By Helen Hunter, ACSW, CMSW

(Page 1 of 2)

Grandparents raising grandchildren have received considerable attention in recent years. Many observers perceive grandparent care to be a growing phenomenon. Nearly six million children and 1.5 million grandparents currently live in grandparent-grandchild households. One in five of the older caregivers lives below the poverty level. One million are single grandmothers. These households face unique daily challenges. Besides exhaustion, these grandparents face an overwhelming array of emotional and social concerns as they raise their grandchildren. Grandparents might feel angry or resentful, since they were looking forward to leisure time in retirement and must now put those plans on hold. They might feel guilty and feel responsible because their child cannot care for their own children. There are also feelings of stress: are the decisions being made for the grandchildren the best ones? Many grandparents also feel lonely, since many of their peers are not in the same role and donít truly understand the demands that they face daily.

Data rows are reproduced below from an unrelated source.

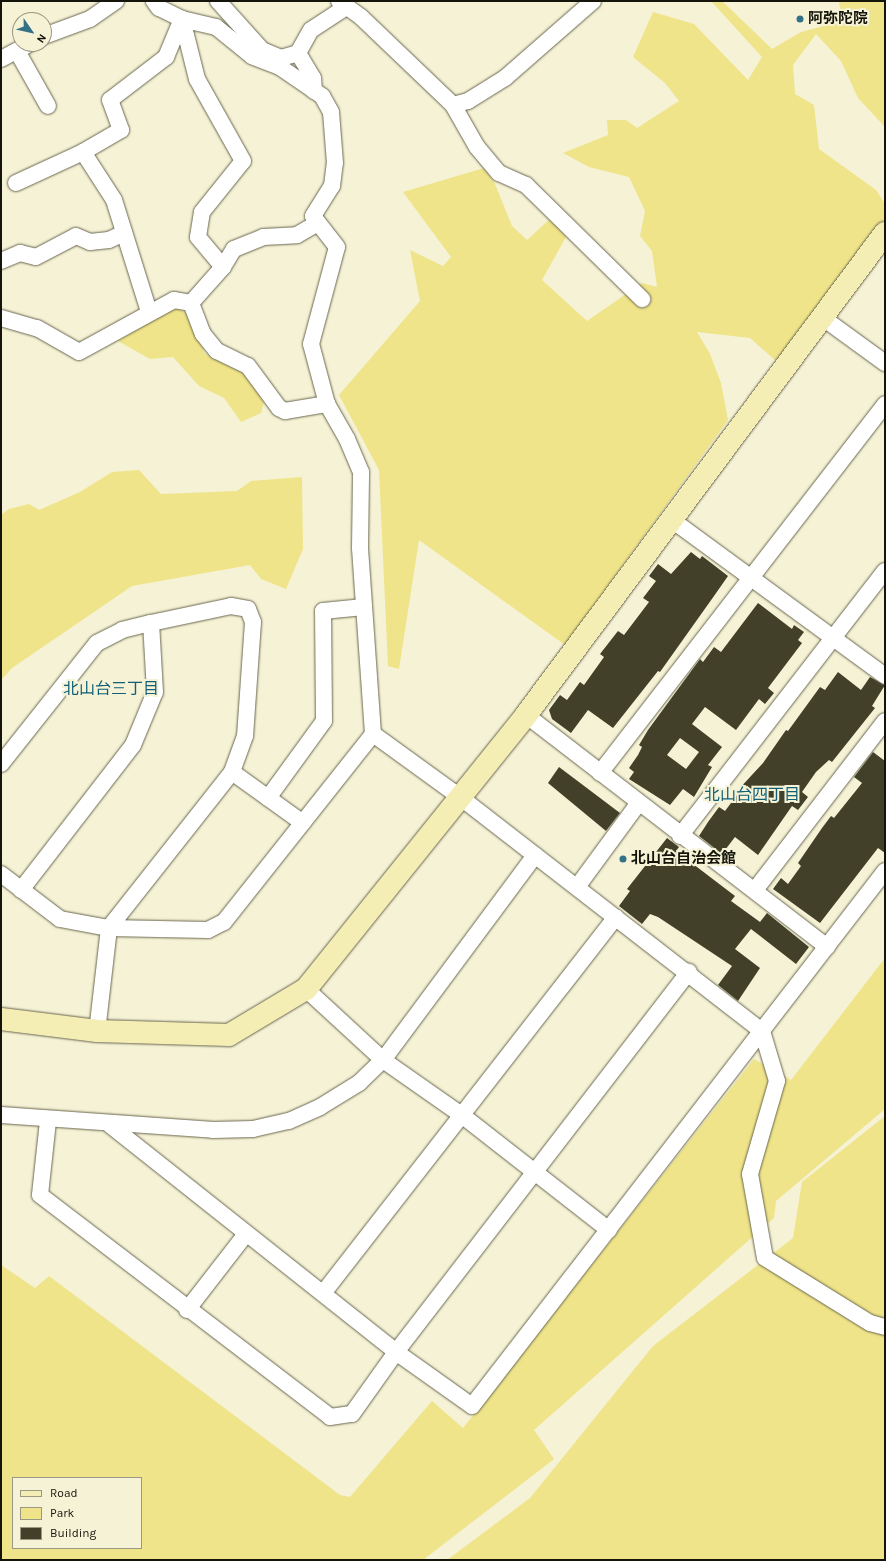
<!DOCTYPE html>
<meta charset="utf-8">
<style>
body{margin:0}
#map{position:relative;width:886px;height:1561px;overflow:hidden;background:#f5f2d6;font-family:Karla,"Noto Sans JP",sans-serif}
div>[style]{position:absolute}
.green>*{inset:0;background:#efe489}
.building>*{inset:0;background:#424028}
.roads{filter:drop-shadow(0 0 1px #69664e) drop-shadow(0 0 1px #69664e)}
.street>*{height:16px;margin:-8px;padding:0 8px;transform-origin:8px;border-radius:8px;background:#fff}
.secondary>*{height:22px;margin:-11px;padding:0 11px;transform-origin:11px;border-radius:11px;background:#f4eeb5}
.dots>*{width:11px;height:11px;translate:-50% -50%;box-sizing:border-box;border:2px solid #f5f2d6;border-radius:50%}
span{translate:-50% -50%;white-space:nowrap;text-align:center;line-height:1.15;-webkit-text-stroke:4px #f5f2d6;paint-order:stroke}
.poi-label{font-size:15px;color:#15140a;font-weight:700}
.left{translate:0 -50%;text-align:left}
.neighbourhood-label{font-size:16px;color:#116078}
.frame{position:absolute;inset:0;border:2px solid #15140a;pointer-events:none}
.legend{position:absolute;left:12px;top:1477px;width:130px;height:72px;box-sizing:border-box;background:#f5f2d6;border:1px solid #9b9984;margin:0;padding:5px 7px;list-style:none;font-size:12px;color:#15140a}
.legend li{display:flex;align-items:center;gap:8px;height:20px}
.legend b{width:20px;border:1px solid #9b9984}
.north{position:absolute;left:12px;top:12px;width:40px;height:40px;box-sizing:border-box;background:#f5f2d6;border:1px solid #9b9984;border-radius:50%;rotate:124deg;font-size:11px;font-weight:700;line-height:16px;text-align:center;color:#15140a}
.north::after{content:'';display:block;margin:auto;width:14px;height:18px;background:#327186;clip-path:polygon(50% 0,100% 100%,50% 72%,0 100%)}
</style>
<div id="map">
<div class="green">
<div style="clip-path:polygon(711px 1px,722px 1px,772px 49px,801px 32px,842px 21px,839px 1px,885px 1px,885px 127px,858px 98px,841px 61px,816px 34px,793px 65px,795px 94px,814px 105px,819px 149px,876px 190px,885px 204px,885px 224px,776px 361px,750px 338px,697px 332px,710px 354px,721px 383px,728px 420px,565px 645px,419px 540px,399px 669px,388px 666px,379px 470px,339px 395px,420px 301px,410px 250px,443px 266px,451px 257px,403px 192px,484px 168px,495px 184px,512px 226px,527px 240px,551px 218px,566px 237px,542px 280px,587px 321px,642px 283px,657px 287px,652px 251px,640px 236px,645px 211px,629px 177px,589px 167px,563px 153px,608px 135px,607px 120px,626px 120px,637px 128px,679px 101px,665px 83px,633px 57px,653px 12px,694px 24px,748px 80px,762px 57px)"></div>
<div style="clip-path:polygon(174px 305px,189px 315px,205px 354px,244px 371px,264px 402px,261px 413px,241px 422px,224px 398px,199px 386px,173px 357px,150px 359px,118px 341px)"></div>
<div style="clip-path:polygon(139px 470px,161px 494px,237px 491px,251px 481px,302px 477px,303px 549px,286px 589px,261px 579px,250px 565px,132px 586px,12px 668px,1px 680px,1px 515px,9px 509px,29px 504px,39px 510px,80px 492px,112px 472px)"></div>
<div style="clip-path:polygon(evenodd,885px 958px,885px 1109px,776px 1201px,774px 1218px,534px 1430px,554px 1459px,423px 1560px,1px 1560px,1px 1265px,35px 1288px,49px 1276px,340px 1495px,350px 1497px,432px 1401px,463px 1428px,754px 1059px,791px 1080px,885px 958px,13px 1478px,141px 1478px,141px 1548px,13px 1548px,13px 1478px)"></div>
<div style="clip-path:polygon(885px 1116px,885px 1560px,447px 1560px,530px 1498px,653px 1346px,793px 1238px,802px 1182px)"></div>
</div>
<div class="building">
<div style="clip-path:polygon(691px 552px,700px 559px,702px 556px,728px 576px,714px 596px,660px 672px,658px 671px,613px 728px,588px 710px,571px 733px,552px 719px,549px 710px,560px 695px,567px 700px,580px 682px,584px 685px,604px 657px,600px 654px,618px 631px,624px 635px,649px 602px,643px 598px,656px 581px,649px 576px,658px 564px,671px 574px)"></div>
<div style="clip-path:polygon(evenodd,758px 603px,792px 629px,794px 625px,804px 632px,798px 640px,802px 643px,768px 688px,774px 693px,765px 704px,759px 699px,736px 730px,705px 707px,692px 724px,722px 747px,708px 765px,712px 767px,694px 797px,683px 789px,670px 805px,629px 779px,634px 772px,629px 768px,638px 755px,642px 747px,639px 745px,648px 730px,700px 659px,703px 662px,714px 647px,721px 652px,758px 603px,680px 738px,699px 752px,686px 769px,667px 755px,680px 738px)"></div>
<div style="clip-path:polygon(838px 672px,861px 690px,870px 677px,885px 685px,872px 706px,875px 708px,832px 762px,829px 760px,816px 772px,802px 792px,808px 797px,798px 810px,792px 806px,758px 855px,735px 837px,722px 854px,699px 836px,708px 822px,719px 807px,725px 811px,740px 791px,738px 790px,763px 763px,786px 730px,788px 731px,820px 687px,825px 690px)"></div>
<div style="clip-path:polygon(873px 752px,885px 761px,885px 853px,878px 848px,820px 923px,773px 889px,781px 878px,788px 884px,801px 866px,798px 863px,822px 828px,831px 816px,834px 818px,862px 783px,854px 777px)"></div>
<div style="clip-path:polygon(559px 767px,620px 813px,606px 831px,548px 783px)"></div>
<div style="clip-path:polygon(667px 838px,679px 847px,676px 851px,735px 896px,731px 901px,760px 922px,767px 913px,809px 947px,796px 964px,751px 929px,735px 949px,760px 968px,738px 1001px,718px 985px,732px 966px,658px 917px,650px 914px,642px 924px,619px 906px,630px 891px,627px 889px)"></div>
</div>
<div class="roads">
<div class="street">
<div style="left:218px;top:1px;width:66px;rotate:48.1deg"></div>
<div style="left:262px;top:50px;width:21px;rotate:23deg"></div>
<div style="left:281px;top:58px;width:18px;rotate:-16deg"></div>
<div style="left:339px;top:1px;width:27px;rotate:36deg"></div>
<div style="left:361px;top:17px;width:127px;rotate:43.7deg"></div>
<div style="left:453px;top:105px;width:16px;rotate:-15deg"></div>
<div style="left:468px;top:101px;width:44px;rotate:-31.9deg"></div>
<div style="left:505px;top:78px;width:117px;rotate:-41.2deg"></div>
<div style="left:44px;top:36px;width:49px;rotate:-20.3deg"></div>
<div style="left:90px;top:19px;width:32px;rotate:-35deg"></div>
<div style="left:17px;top:51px;width:63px;rotate:60.6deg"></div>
<div style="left:1px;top:59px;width:32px;rotate:-28deg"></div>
<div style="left:314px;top:91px;width:13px;rotate:-94deg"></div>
<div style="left:313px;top:78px;width:29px;rotate:-121deg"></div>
<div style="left:298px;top:53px;width:26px;rotate:-61deg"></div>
<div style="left:311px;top:30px;width:42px;rotate:-33.3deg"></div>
<div style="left:453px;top:105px;width:48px;rotate:60.3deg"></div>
<div style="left:477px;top:147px;width:34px;rotate:50deg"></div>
<div style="left:499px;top:173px;width:30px;rotate:24deg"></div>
<div style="left:526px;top:185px;width:163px;rotate:44.5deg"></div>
<div style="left:83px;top:152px;width:57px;rotate:57.1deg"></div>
<div style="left:114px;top:200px;width:117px;rotate:72.6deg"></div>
<div style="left:16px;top:183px;width:74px;rotate:-24.8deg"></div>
<div style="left:83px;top:152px;width:44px;rotate:-30.1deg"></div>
<div style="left:121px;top:130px;width:32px;rotate:-110deg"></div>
<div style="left:110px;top:100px;width:71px;rotate:-37.5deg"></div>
<div style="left:166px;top:57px;width:41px;rotate:-67.2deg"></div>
<div style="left:1px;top:261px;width:21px;rotate:-23deg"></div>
<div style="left:20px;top:253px;width:16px;rotate:14deg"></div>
<div style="left:36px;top:257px;width:45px;rotate:-27.7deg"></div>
<div style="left:76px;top:236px;width:15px;rotate:23deg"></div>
<div style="left:90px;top:242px;width:19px;rotate:-6deg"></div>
<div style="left:109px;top:240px;width:17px;rotate:-25deg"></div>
<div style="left:223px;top:267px;width:21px;rotate:-59deg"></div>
<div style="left:234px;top:249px;width:31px;rotate:-22deg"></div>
<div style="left:263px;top:237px;width:34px;rotate:-3deg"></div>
<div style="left:297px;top:235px;width:24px;rotate:-30deg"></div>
<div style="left:191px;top:303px;width:33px;rotate:69deg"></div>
<div style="left:203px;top:334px;width:22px;rotate:51deg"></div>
<div style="left:217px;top:351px;width:34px;rotate:26deg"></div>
<div style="left:248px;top:366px;width:52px;rotate:53.6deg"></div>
<div style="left:279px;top:408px;width:7px;rotate:27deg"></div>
<div style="left:285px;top:411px;width:43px;rotate:-9.5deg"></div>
<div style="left:1px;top:318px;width:37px;rotate:16deg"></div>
<div style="left:37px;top:328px;width:48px;rotate:29.7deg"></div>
<div style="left:79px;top:352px;width:108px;rotate:-28.7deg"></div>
<div style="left:174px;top:300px;width:17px;rotate:10deg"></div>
<div style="left:191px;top:303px;width:48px;rotate:-48.4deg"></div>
<div style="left:223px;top:267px;width:39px;rotate:-130deg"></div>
<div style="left:198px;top:237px;width:25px;rotate:-81deg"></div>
<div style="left:202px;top:212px;width:65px;rotate:-51.2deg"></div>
<div style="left:243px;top:161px;width:94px;rotate:-119.3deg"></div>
<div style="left:197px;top:79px;width:62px;rotate:-104deg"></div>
<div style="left:823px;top:318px;width:77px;rotate:36deg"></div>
<div style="left:672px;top:520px;width:264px;rotate:36.2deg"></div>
<div style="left:526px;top:715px;width:380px;rotate:37.6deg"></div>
<div style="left:373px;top:734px;width:107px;rotate:35.9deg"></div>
<div style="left:460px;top:797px;width:382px;rotate:37.8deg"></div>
<div style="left:762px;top:1031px;width:52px;rotate:73.3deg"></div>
<div style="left:777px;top:1081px;width:97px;rotate:106.2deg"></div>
<div style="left:750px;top:1174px;width:85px;rotate:79.9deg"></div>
<div style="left:765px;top:1258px;width:123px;rotate:31.8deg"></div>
<div style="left:870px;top:1323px;width:16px;rotate:15deg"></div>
<div style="left:1px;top:764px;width:154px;rotate:-51.6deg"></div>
<div style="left:97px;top:643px;width:28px;rotate:-27deg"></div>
<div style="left:122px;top:630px;width:30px;rotate:-14deg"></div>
<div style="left:151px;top:623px;width:82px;rotate:-12deg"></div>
<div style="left:231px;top:606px;width:17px;rotate:10deg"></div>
<div style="left:248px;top:609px;width:14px;rotate:69deg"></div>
<div style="left:253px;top:622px;width:114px;rotate:94deg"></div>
<div style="left:245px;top:736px;width:38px;rotate:110deg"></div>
<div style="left:232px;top:772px;width:199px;rotate:128.3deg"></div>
<div style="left:109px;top:928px;width:104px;rotate:96.6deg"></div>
<div style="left:232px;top:772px;width:87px;rotate:35.7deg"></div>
<div style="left:600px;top:773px;width:466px;rotate:-52.3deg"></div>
<div style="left:268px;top:798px;width:95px;rotate:-54deg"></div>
<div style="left:324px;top:721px;width:110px;rotate:-90.5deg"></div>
<div style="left:323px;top:611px;width:41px;rotate:-5.6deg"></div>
<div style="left:680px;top:836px;width:335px;rotate:-52.3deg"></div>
<div style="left:1px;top:874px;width:74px;rotate:37.3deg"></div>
<div style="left:60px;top:919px;width:50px;rotate:10.4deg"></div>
<div style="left:109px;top:928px;width:99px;rotate:1.2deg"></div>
<div style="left:208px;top:930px;width:18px;rotate:-27deg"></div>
<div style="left:224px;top:922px;width:240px;rotate:-51.6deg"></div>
<div style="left:373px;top:734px;width:186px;rotate:-94deg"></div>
<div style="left:360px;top:548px;width:76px;rotate:-89.2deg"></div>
<div style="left:361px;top:472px;width:36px;rotate:-113deg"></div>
<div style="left:347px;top:439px;width:40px;rotate:-119.7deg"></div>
<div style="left:327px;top:404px;width:62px;rotate:-104.9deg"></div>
<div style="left:311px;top:344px;width:100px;rotate:-75deg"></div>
<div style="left:337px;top:247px;width:39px;rotate:-128deg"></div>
<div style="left:313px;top:216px;width:36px;rotate:-58deg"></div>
<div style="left:332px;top:186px;width:23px;rotate:-83deg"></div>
<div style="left:335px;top:163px;width:51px;rotate:-94.5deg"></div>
<div style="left:331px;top:112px;width:18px;rotate:-119deg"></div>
<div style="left:322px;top:96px;width:51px;rotate:-145.4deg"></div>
<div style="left:280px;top:67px;width:30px;rotate:-159deg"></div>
<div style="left:252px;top:56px;width:46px;rotate:-141.1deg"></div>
<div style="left:216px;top:27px;width:35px;rotate:-167deg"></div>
<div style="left:182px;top:19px;width:25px;rotate:-154deg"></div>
<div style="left:159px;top:8px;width:9px;rotate:-126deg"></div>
<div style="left:577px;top:887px;width:103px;rotate:-53.7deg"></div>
<div style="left:21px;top:890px;width:183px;rotate:-52.3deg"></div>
<div style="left:133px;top:745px;width:57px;rotate:-67.5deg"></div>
<div style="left:155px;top:692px;width:69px;rotate:-93.3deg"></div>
<div style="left:755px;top:890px;width:213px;rotate:-52.4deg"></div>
<div style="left:306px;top:989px;width:105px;rotate:42.7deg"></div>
<div style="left:383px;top:1060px;width:98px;rotate:35deg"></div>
<div style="left:463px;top:1116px;width:185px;rotate:38deg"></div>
<div style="left:1px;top:1115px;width:213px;rotate:4deg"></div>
<div style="left:213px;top:1130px;width:40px;rotate:-1.4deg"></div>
<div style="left:253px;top:1129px;width:37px;rotate:-13deg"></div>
<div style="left:289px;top:1121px;width:34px;rotate:-24deg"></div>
<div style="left:320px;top:1107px;width:46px;rotate:-31.6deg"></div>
<div style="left:359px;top:1083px;width:33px;rotate:-44deg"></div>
<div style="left:383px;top:1060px;width:255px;rotate:-53.4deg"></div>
<div style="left:48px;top:1121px;width:74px;rotate:96.2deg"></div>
<div style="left:40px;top:1195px;width:365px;rotate:37.4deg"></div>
<div style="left:330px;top:1417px;width:22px;rotate:-8deg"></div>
<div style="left:352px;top:1414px;width:76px;rotate:-54.6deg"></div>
<div style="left:396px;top:1352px;width:480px;rotate:-52.4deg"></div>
<div style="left:110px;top:1125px;width:365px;rotate:38.4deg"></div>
<div style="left:396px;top:1352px;width:93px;rotate:35.4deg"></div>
<div style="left:472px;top:1406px;width:676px;rotate:-52.33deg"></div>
<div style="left:324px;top:1292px;width:475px;rotate:-52.1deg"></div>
<div style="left:187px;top:1310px;width:96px;rotate:-52.2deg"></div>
</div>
<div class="secondary">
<div style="left:1px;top:1019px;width:97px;rotate:7.1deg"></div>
<div style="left:97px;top:1031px;width:132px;rotate:1.7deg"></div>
<div style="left:229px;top:1035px;width:90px;rotate:-30.9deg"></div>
<div style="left:306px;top:989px;width:351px;rotate:-51.2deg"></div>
<div style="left:526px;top:715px;width:601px;rotate:-53.32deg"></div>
</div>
</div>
<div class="dots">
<div style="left:800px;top:19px;background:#327186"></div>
<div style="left:623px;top:859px;background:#327186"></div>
</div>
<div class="poi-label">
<span class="left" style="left:808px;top:19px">阿弥陀院</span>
<span class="left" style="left:631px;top:859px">北山台自治会館</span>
</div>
<div class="neighbourhood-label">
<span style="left:111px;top:689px">北山台三丁目</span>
<span style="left:752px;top:795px">北山台四丁目</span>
</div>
<div class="frame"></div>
<ul class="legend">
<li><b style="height:5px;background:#f4eeb5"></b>Road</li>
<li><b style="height:11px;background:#efe489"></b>Park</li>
<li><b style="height:11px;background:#424028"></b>Building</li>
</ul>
<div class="north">N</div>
</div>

Social issues may include dating, drugs, alcohol, emotional and health problems, learning difficulties, financial strains, legal questions and social isolation. When coupled with their own health and financial issues, grandparents find themselves faced with sacrificing their own needs for the benefit of the grandchildren, so that they can have a better life.

Where, you may ask, is the middle generation, the children of the older generation and the parents of the grandchildren? They may be physically around, but cannot provide the daily emotional and financial care needs to their children, due to physical or mental illness, substance abuse, economic troubles, recent separation or divorce or unemployment. They may be incarcerated, have left the area altogether or be deceased. The older generation, the grandparent, assumes the responsibility for daily care, as a natural answer to helping family members in need.

As an answer to the ever-growing number of grandparents raising grandchildren, a number of agencies have developed programs to assist the older generation face the challenges of this demanding caregiving role. A phone call to the local Area Agency on Aging or the local Grandparent Resource Center can provide information on financial, childcare and legal assistance, as well as parenting tips. Grandparents should also consider joining a support group specifically meant for those serving as the main caregivers of their grandchildren. Just knowing that others are faced with the same daily challenges can be very comforting. Support group participants not only make new friends and learn from others, but also gather a wealth of information and services available in the community to help them cope with their new parenting role. Connecting with a faith community can provide grandparents with services, such as respite care, child care and transportation, which can be very helpful, particularly in times of need.